The appellants claim that the referee erred in not considering claims which the creditors attempted to establish as against the administrators, which were in no way referred to in the objections *517which they filed to the administrators’ account. In these proceedings the account and the objections thereto form the pleadings; and the obj'ector to an account is as much bound to set up in such objections any claims which he proposes to make against the administrator as the defendant in an action is bound to set up in his answer any •claims which he proposes to urge against the plaintiff. Therefore, the question as to whether the respondents were rightfully entitled to claim a one-half interest in the leasehold property was not before the court.
It is urged that this court upon appeal may amend the objections nuno pro tuno in order that this claim might be considered. But the court never amends pleadings nuno pro tunc for the purpose of reversing a judgment, but only for the purpose of affirmance.

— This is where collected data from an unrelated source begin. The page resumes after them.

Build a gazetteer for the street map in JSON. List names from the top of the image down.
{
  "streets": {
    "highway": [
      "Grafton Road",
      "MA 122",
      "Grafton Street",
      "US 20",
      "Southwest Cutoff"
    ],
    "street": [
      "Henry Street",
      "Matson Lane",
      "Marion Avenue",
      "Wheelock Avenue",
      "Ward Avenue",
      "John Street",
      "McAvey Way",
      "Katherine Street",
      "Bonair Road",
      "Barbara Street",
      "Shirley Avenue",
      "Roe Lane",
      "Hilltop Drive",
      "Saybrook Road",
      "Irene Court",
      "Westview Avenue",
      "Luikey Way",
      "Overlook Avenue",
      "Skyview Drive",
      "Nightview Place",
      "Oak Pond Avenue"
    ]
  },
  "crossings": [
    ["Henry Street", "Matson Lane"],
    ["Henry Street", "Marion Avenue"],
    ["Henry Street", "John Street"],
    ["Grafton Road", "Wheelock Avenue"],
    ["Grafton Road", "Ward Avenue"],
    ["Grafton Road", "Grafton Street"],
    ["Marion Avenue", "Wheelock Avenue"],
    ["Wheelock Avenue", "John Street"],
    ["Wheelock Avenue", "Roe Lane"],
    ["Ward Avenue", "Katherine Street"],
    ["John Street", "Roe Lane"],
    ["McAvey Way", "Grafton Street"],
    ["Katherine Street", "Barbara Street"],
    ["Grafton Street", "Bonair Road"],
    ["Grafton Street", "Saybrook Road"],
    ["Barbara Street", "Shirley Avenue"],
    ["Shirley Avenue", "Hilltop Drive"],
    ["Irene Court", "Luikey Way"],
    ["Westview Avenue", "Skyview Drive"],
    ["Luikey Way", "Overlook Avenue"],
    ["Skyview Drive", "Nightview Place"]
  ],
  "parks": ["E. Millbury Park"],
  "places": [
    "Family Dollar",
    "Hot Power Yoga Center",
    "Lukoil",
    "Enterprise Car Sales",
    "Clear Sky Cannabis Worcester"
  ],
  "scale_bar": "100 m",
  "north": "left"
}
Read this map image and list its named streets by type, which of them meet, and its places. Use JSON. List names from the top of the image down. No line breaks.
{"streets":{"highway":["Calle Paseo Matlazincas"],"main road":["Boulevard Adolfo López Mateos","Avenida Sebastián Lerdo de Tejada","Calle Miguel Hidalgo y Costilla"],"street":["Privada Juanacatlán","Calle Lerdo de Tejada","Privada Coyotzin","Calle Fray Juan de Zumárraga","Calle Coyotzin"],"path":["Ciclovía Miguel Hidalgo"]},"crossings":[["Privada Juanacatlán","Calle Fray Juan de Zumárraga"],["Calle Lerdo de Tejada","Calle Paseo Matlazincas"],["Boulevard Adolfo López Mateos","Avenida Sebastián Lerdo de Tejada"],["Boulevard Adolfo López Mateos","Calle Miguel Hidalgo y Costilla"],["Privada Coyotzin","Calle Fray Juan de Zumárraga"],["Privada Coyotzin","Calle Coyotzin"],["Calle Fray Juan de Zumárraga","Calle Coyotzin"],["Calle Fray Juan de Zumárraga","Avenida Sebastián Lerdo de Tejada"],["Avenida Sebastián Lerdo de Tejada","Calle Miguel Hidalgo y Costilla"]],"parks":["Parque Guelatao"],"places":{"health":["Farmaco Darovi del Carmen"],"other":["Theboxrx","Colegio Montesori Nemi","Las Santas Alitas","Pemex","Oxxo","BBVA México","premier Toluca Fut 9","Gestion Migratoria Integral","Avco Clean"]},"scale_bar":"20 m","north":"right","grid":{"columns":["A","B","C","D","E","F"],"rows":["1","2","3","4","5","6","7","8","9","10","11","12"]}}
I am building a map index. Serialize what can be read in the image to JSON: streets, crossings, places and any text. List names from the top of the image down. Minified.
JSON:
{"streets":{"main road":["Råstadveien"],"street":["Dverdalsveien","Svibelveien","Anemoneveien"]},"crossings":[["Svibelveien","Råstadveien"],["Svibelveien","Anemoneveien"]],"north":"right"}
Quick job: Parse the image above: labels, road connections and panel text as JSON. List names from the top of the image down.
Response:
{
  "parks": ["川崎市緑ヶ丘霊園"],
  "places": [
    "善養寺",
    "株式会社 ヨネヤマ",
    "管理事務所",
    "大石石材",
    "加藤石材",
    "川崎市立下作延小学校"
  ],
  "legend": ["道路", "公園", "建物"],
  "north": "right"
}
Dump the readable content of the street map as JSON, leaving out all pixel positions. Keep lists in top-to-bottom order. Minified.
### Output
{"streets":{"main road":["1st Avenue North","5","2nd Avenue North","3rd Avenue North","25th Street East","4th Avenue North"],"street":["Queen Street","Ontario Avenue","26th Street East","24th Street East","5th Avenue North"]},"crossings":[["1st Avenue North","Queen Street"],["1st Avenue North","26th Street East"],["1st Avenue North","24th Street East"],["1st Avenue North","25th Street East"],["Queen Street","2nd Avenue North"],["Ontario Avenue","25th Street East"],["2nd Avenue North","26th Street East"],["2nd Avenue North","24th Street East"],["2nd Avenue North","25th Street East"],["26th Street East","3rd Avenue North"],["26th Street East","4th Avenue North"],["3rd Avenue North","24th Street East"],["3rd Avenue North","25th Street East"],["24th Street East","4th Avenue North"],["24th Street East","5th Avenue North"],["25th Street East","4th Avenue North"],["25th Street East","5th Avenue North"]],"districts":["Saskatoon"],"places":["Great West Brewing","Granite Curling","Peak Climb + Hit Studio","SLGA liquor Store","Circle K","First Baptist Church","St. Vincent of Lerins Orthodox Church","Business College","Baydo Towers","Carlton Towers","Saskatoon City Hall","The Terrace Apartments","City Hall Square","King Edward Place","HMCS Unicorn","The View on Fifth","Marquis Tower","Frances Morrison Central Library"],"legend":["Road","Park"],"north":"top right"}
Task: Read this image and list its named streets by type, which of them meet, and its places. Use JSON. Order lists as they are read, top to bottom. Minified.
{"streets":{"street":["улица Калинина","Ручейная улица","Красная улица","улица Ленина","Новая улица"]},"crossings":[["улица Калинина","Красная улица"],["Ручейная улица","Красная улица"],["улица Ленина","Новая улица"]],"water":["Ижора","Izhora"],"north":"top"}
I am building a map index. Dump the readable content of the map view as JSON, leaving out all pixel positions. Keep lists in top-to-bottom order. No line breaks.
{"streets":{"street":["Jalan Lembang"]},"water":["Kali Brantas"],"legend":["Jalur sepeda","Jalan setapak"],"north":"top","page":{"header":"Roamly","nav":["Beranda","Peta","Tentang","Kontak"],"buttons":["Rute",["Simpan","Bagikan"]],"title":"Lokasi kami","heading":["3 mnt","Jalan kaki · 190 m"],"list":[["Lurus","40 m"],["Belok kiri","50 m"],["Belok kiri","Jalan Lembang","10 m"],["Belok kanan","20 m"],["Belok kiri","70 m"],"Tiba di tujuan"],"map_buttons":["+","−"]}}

There is one item, however, in this account in respect to which it seems to us that the court erred. It appeared that Archibald Johnston, who died in August, 1889, was for years prior to his decease insolvent, and that the administrators had knowledge of his insolvency. It further appeared that in 1886, for a nominal consideration, he conveyed to one Harris an interest in this leasehold estate, which Harris upon the same day conveyed to the wife of said Johnston for a like consideration. Johnston being insolvent at the time of this conveyance, the same was a fraud upon his creditors if the lease was of any value whatever; and it would appear from the transactions had by the administrators, in respect to other interests in this lease, that it was valuable. Hnder these circumstances it certainly was the duty of the administrators to take proceedings to recover this property which Johnston had disposed of in fraud of his creditors. This the administrators, with full knowledge of these facts, failed to do, and it seems to us that they are chargeable with neglect of duty.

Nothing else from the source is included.